▶ Stored items from a collection:
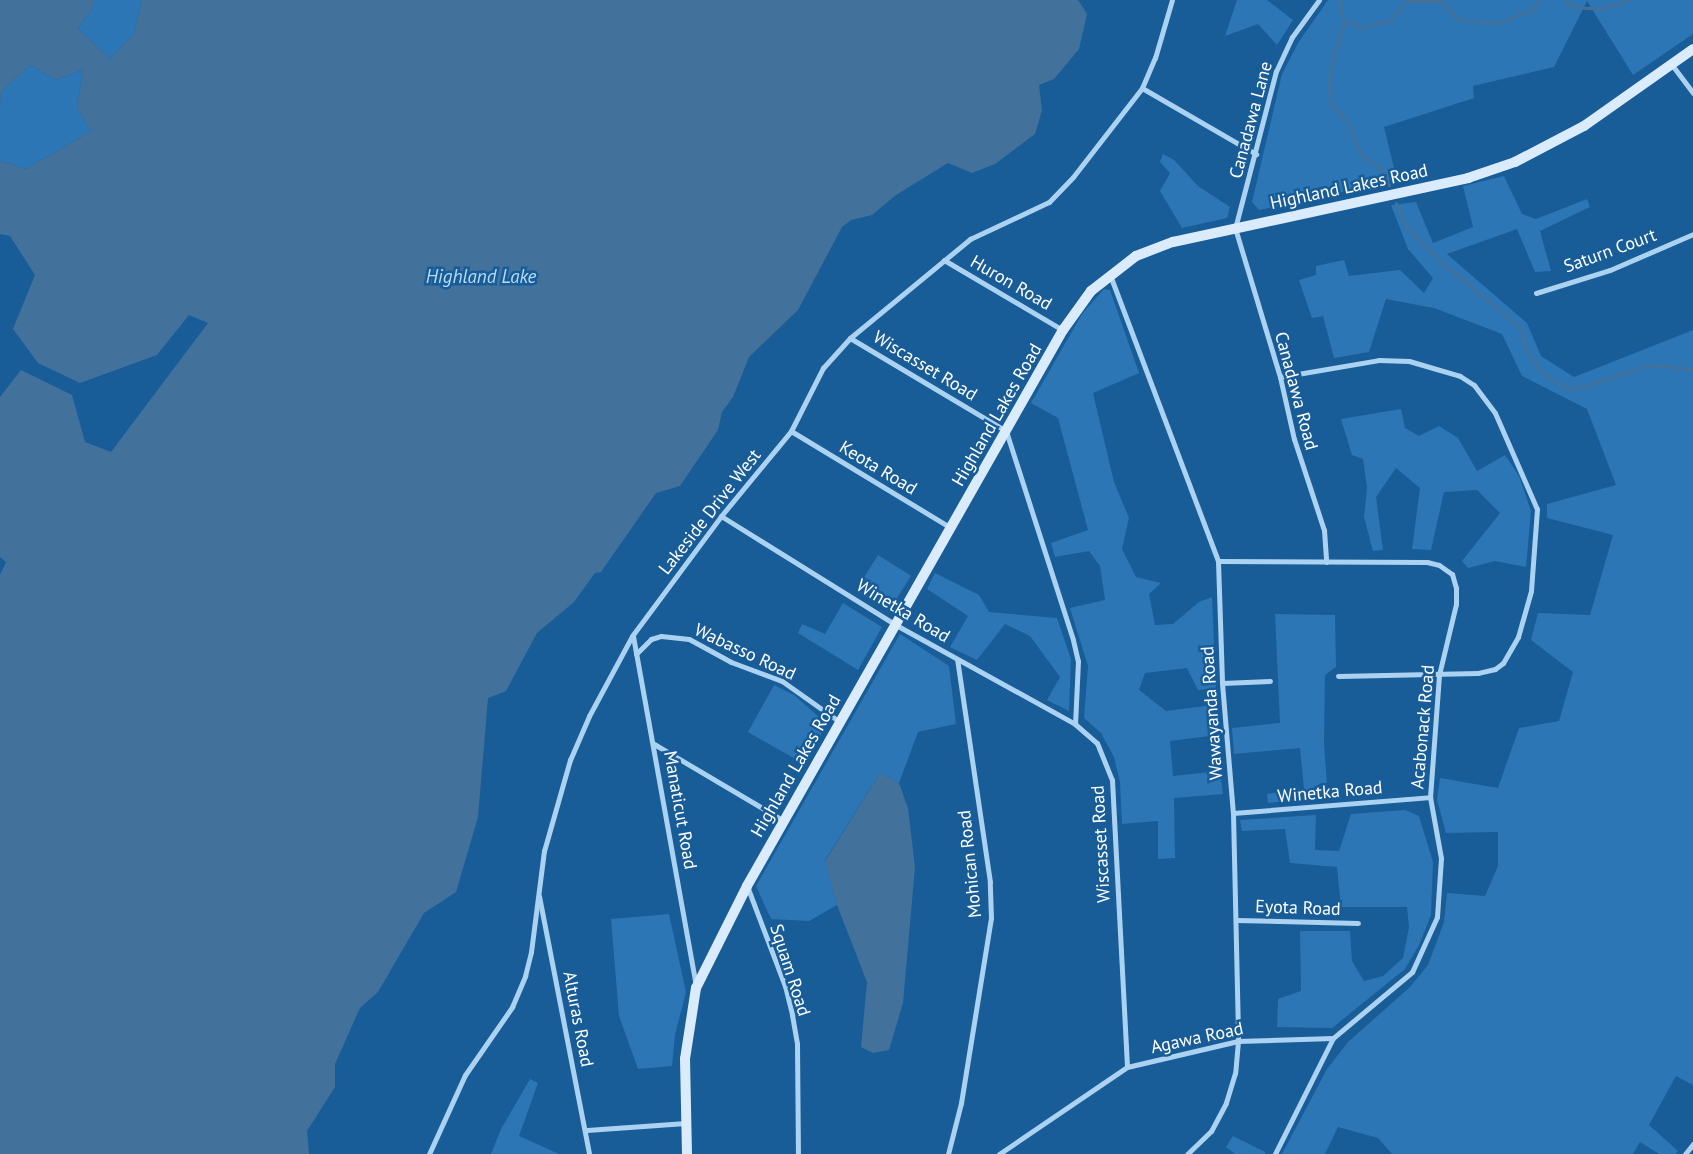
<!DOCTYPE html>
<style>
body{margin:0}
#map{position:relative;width:1693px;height:1154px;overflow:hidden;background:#185c98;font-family:"PT Sans",sans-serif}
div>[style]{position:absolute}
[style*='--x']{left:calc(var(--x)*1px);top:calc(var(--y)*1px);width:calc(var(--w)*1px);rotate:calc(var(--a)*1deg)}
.green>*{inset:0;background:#2c76b6;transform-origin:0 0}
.water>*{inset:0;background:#42729c}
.stream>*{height:3px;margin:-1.5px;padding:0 1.5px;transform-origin:1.5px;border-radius:1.5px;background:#42729c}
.street>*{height:5px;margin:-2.5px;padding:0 2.5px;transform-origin:2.5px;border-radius:2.5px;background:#acd2f1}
.secondary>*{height:10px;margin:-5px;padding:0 5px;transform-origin:5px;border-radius:5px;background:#daecfc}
span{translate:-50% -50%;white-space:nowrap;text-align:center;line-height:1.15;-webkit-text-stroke:5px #185c98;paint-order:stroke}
.street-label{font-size:18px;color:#fff}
.water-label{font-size:19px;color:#b8dbf8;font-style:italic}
</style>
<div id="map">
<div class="green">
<div style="clip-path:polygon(93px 0,142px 0,134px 33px,110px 59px,78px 29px,93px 7px)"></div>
<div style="clip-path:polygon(1237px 0,1267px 0,1293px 20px,1277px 45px,1258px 24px,1225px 36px)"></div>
<div style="clip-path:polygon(1328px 0,1693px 0,1693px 34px,1633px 75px,1587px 1px,1554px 67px,1473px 86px,1474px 98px,1384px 127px,1397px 180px,1259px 210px,1252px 202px,1282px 74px,1298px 43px)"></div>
<div style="clip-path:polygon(30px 65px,56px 80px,83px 69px,77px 108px,91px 131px,26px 169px,0 161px,0 105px,2px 91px)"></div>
<div style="clip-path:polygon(1163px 154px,1174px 160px,1198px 186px,1230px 207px,1227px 218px,1182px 228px,1160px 191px,1170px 173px,1160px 162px)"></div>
<div style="clip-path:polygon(1504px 176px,1522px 214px,1536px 219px,1587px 199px,1590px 207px,1540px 231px,1551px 271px,1535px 272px,1517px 229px,1447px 254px,1527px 323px,1541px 356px,1574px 377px,1693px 330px,1693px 1085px,1676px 1076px,1649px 1125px,1678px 1151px,1676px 1154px,1659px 1154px,1640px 1142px,1633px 1154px,1392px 1154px,1378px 1138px,1338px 1127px,1325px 1154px,1282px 1154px,1327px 1069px,1348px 1042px,1410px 987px,1428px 965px,1444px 922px,1447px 893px,1485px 896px,1498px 866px,1498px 832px,1446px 833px,1437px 800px,1440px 778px,1498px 788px,1519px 728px,1559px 721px,1573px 672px,1531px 640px,1538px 613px,1590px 615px,1613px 535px,1547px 518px,1547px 504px,1616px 485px,1587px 409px,1522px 376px,1502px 334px,1434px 308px,1386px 299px,1369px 352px,1334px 358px,1323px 316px,1312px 318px,1299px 280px,1316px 275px,1316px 266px,1344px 260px,1349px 276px,1400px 270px,1424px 293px,1433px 278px,1408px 249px,1391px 205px,1416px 202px,1433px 243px,1473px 227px,1463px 186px)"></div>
<div style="clip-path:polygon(1104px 289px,1110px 290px,1139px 373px,1093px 393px,1114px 482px,1129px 518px,1122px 549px,1136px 577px,1161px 583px,1149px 594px,1155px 625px,1173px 624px,1199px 602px,1212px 597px,1216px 688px,1198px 690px,1187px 668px,1145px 673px,1139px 690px,1166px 711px,1213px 705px,1217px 735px,1170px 741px,1173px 776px,1220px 771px,1223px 794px,1174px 798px,1175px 858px,1158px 859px,1158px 821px,1122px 824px,1120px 782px,1114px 757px,1101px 733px,1084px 718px,1088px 666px,1070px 608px,1105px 600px,1100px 566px,1089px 551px,1055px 557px,1051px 543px,1088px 530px,1058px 418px,1031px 403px,1082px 314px)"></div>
<div style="clip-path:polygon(1401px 409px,1405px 428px,1419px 436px,1439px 426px,1458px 438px,1477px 471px,1505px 455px,1519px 476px,1531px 511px,1526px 567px,1495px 561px,1468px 568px,1462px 561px,1500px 513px,1477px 490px,1444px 492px,1431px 550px,1412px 549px,1420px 488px,1396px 468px,1376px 497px,1383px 550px,1373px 551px,1364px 517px,1367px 488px,1363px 459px,1352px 455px,1341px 419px)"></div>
<div style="left:878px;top:555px;width:39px;height:42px;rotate:32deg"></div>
<div style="clip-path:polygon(935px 573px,979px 595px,989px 612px,1057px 618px,1071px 659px,1069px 711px,1047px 700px,1060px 677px,1030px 636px,1005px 624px,977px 660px,950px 647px,968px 616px,927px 589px)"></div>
<div style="clip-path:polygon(843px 603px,882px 627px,858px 670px,798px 633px,802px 624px,825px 634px)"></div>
<div style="clip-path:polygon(1275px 614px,1335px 615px,1336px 667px,1325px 675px,1324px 744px,1328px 797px,1268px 803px,1267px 794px,1304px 789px,1300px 748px,1234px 754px,1232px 728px,1280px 723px)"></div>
<div style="clip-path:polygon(900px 634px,949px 666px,956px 724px,918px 732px,899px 783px,880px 773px,825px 860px,837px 905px,809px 921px,771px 919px,756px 886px)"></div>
<div style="clip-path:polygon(774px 685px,794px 695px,827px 724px,804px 764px,748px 732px)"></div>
<div style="clip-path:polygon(1405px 810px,1419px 816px,1433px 862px,1431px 915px,1419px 945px,1405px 969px,1332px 1028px,1277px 1027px,1278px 999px,1301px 991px,1300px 931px,1350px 931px,1352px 961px,1364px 981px,1383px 976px,1403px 958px,1409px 927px,1407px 907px,1341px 907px,1337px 867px,1290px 863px,1285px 829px,1242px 831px,1240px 820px,1316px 815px,1315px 850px,1339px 851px,1351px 814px)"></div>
<div style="clip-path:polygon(669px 914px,686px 992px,675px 1035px,672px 1066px,638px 1069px,619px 1016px,611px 919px)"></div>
<div style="clip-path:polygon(530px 1079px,538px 1083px,519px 1136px,559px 1154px,491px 1154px,501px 1129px)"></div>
<div style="clip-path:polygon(1233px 1136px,1265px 1152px,1265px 1154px,1235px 1154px,1226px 1147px)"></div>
</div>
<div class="water">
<div style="clip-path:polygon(0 0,93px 0,93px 7px,78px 29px,110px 59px,134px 33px,142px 0,1078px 0,1087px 14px,1079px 49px,1054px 79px,1039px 85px,1042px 110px,1035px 134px,995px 164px,972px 173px,948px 163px,896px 195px,872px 215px,851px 220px,842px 227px,798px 310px,749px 357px,733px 397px,722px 412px,718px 430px,680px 486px,656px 493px,601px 572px,595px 573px,574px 602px,537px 633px,506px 691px,488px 698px,478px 817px,456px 892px,424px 913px,378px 992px,360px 1008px,335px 1064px,335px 1087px,307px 1131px,309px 1154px,0 1154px,0 575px,6px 562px,0 557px,0 397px,21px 370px,72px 395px,85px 442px,111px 452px,208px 323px,189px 315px,157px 355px,80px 383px,38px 363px,13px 329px,35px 275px,10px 236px,0 234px,0 161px,26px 169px,91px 131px,77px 108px,83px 69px,56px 80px,30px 65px,2px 91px,0 105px)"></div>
<div style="clip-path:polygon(880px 773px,899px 783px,908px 808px,915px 867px,903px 1003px,889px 1050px,873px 1053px,861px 1047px,867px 982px,837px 905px,825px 861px)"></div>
</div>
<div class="stream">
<div style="--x:1339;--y:0;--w:24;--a:78"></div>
<div style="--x:1344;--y:23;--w:56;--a:106.5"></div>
<div style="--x:1328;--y:77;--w:27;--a:84"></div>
<div style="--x:1331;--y:104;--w:25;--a:48"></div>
<div style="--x:1348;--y:123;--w:35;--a:68"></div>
<div style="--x:1361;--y:155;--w:24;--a:33"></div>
<div style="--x:1381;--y:168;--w:19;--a:65"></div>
<div style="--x:1565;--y:0;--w:11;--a:38"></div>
<div style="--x:1574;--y:7;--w:26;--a:4"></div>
<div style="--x:1600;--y:9;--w:30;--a:-17"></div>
<div style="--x:1344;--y:23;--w:10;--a:0"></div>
<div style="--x:1354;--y:23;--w:7;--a:45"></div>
<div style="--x:1359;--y:28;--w:32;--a:-13"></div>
<div style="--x:1390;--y:21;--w:26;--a:-51"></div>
<div style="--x:1406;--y:1;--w:35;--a:0"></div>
<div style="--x:1441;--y:1;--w:26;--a:47"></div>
<div style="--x:1459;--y:20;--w:40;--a:4.3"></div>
<div style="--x:1499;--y:23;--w:38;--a:-23"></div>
<div style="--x:1534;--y:8;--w:10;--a:-53"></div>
<div style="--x:1396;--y:203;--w:25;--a:67"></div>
<div style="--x:1406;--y:226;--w:47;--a:45.9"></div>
<div style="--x:1439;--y:260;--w:107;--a:39.7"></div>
<div style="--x:1521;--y:328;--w:23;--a:77"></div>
<div style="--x:1526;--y:350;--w:25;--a:56"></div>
<div style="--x:1540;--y:371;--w:33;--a:33"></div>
<div style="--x:1568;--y:389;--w:17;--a:-10"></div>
<div style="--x:1585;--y:386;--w:66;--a:-18.4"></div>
<div style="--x:1648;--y:365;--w:45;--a:5.1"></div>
</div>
<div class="street">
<div style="--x:1319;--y:0;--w:46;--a:126.1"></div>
<div style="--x:1292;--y:37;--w:38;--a:115"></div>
<div style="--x:1276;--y:71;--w:162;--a:104.6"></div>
<div style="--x:1235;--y:228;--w:156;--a:73.2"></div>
<div style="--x:1280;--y:377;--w:64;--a:77.3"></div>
<div style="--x:1294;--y:439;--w:96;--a:71.8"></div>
<div style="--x:1324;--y:530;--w:32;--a:86"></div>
<div style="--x:1672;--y:65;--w:35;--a:53"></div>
<div style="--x:1142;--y:88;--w:132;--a:30.1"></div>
<div style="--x:944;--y:260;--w:138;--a:30.5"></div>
<div style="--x:1110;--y:275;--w:306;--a:69.3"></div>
<div style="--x:1218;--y:561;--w:122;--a:88.1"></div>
<div style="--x:1222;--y:683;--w:130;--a:85.2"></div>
<div style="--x:1233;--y:813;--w:228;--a:88.7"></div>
<div style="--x:1238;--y:1041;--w:32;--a:95"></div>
<div style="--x:1235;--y:1073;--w:31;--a:107"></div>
<div style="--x:1226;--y:1103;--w:32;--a:118"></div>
<div style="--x:1211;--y:1131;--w:33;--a:136"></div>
<div style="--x:1536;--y:293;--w:77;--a:-17.3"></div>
<div style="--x:1610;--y:270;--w:90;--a:-23.4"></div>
<div style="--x:850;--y:338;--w:182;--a:30.8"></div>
<div style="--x:1006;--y:431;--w:219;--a:72.2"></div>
<div style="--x:1073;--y:640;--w:22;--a:77"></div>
<div style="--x:1078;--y:661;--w:63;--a:92.7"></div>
<div style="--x:1075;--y:724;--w:29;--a:41"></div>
<div style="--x:1097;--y:743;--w:40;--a:68"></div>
<div style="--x:1112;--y:780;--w:287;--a:87"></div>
<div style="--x:1280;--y:377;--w:100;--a:-9.7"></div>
<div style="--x:1379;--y:360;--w:30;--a:2"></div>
<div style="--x:1409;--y:361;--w:53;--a:16.4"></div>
<div style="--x:1460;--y:376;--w:17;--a:33"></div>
<div style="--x:1474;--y:385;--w:35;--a:53"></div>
<div style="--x:1495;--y:413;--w:105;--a:66.4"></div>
<div style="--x:1537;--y:509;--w:82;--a:94.2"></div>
<div style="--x:1531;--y:591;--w:48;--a:105.8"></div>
<div style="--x:1518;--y:637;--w:30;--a:120"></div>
<div style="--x:1503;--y:663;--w:10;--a:143"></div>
<div style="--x:1495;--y:669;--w:17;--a:167"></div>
<div style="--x:1478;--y:673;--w:140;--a:178.8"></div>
<div style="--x:791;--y:431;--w:187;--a:31.2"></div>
<div style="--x:721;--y:516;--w:206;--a:31.9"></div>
<div style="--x:896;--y:625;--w:205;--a:28.9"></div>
<div style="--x:1218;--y:561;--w:209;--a:0.3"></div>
<div style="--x:1427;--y:562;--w:12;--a:14"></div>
<div style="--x:1439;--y:565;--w:16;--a:35"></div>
<div style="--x:1452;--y:574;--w:15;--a:74"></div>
<div style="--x:1456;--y:588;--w:16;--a:90"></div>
<div style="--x:1456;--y:604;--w:73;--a:103.5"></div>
<div style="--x:1439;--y:675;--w:122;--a:94.2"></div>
<div style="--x:1430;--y:797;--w:62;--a:79.8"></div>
<div style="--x:1441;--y:858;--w:59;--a:93.9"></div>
<div style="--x:1437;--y:917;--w:60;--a:114.4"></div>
<div style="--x:1412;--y:972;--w:103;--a:140.1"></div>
<div style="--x:1333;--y:1038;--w:130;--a:116.6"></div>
<div style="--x:633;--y:636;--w:355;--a:79.8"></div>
<div style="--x:636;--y:654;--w:21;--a:-45"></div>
<div style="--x:651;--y:639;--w:10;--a:-17"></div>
<div style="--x:661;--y:636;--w:28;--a:6"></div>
<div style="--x:689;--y:639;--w:48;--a:28.7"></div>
<div style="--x:731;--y:662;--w:54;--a:20.4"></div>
<div style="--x:782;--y:681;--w:71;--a:35.3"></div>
<div style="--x:1222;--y:683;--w:48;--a:-2.4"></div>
<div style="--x:654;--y:744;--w:151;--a:30.6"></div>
<div style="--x:1233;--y:813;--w:198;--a:-4.6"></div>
<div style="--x:747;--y:886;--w:107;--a:69.2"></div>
<div style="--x:785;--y:986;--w:30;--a:76"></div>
<div style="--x:792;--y:1015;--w:29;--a:80"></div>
<div style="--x:797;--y:1044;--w:110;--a:89.5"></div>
<div style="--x:539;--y:896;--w:263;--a:79"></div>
<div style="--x:1236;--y:920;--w:122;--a:1.4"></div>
<div style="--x:587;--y:1130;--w:99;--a:-4"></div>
<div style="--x:429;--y:1154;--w:87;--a:-65.5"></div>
<div style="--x:465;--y:1075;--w:83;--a:-55.3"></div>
<div style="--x:512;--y:1007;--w:34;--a:-67"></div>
<div style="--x:525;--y:976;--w:25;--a:-76"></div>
<div style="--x:531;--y:952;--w:102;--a:-82.7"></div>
<div style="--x:544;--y:851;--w:95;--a:-74.1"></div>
<div style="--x:570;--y:760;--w:48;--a:-66.6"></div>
<div style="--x:589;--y:716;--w:91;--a:-61.7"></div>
<div style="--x:632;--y:636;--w:149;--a:-53.4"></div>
<div style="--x:721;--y:516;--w:110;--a:-50.5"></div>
<div style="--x:791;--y:431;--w:71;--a:-63.1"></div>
<div style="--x:823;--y:368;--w:40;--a:-48"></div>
<div style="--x:850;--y:338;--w:156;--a:-39.5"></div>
<div style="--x:970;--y:239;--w:87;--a:-25.1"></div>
<div style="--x:1049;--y:202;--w:35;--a:-46"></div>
<div style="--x:1073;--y:177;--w:113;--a:-52.2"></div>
<div style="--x:1142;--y:88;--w:33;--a:-67"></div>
<div style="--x:1155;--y:58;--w:60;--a:-73.7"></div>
<div style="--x:948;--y:1154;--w:53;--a:-75.7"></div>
<div style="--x:961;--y:1103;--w:187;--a:-80.8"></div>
<div style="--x:991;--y:918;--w:36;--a:-92"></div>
<div style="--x:990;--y:882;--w:225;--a:-98.4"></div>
<div style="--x:999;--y:1154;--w:155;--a:-34.2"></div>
<div style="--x:1127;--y:1067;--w:114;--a:-13.2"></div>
<div style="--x:1238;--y:1041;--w:95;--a:-1.8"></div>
<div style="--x:1685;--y:1154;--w:13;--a:-51"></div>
</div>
<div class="secondary">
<div style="--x:687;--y:1154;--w:95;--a:-91.2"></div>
<div style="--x:685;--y:1059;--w:72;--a:-81.2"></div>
<div style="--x:696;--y:988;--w:114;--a:-63.4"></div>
<div style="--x:747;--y:886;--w:640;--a:-60.39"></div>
<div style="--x:1063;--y:330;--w:48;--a:-54.3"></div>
<div style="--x:1091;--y:291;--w:57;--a:-37.9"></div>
<div style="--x:1136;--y:256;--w:40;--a:-21"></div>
<div style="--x:1173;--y:242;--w:302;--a:-12.2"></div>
<div style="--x:1468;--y:178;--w:50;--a:-18.8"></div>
<div style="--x:1515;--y:162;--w:78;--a:-27.6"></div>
<div style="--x:1584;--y:126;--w:133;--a:-35.2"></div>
</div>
<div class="street-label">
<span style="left:1251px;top:120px;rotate:-75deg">Canadawa Lane</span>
<span style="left:1349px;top:187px;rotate:-12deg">Highland Lakes Road</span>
<span style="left:1610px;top:251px;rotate:-20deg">Saturn Court</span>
<span style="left:1011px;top:283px;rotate:30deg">Huron Road</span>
<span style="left:925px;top:366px;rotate:31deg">Wiscasset Road</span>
<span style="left:1296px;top:391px;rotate:75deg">Canadawa Road</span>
<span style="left:997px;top:415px;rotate:-60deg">Highland Lakes Road</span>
<span style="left:878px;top:468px;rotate:31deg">Keota Road</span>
<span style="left:710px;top:512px;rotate:-52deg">Lakeside Drive West</span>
<span style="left:903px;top:611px;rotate:31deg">Winetka Road</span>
<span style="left:745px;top:652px;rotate:25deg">Wabasso Road</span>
<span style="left:1212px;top:713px;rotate:-94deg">Wawayanda Road</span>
<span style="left:1423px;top:727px;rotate:-85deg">Acabonack Road</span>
<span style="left:796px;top:766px;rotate:-60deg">Highland Lakes Road</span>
<span style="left:1330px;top:792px;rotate:-5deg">Winetka Road</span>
<span style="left:680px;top:810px;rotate:80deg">Manaticut Road</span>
<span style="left:1101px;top:844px;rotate:-93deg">Wiscasset Road</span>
<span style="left:970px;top:864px;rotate:-96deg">Mohican Road</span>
<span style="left:1298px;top:908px;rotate:2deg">Eyota Road</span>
<span style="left:790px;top:970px;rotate:72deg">Squam Road</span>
<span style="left:578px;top:1019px;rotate:79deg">Alturas Road</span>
<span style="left:1197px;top:1038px;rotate:-12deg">Agawa Road</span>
</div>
<div class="water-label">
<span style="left:481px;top:277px">Highland Lake</span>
</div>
</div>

▶ Problem:
Find out how many lines in the entries above hold "green", then reply with that figure and nothing else.

▶ Finished exercise:
2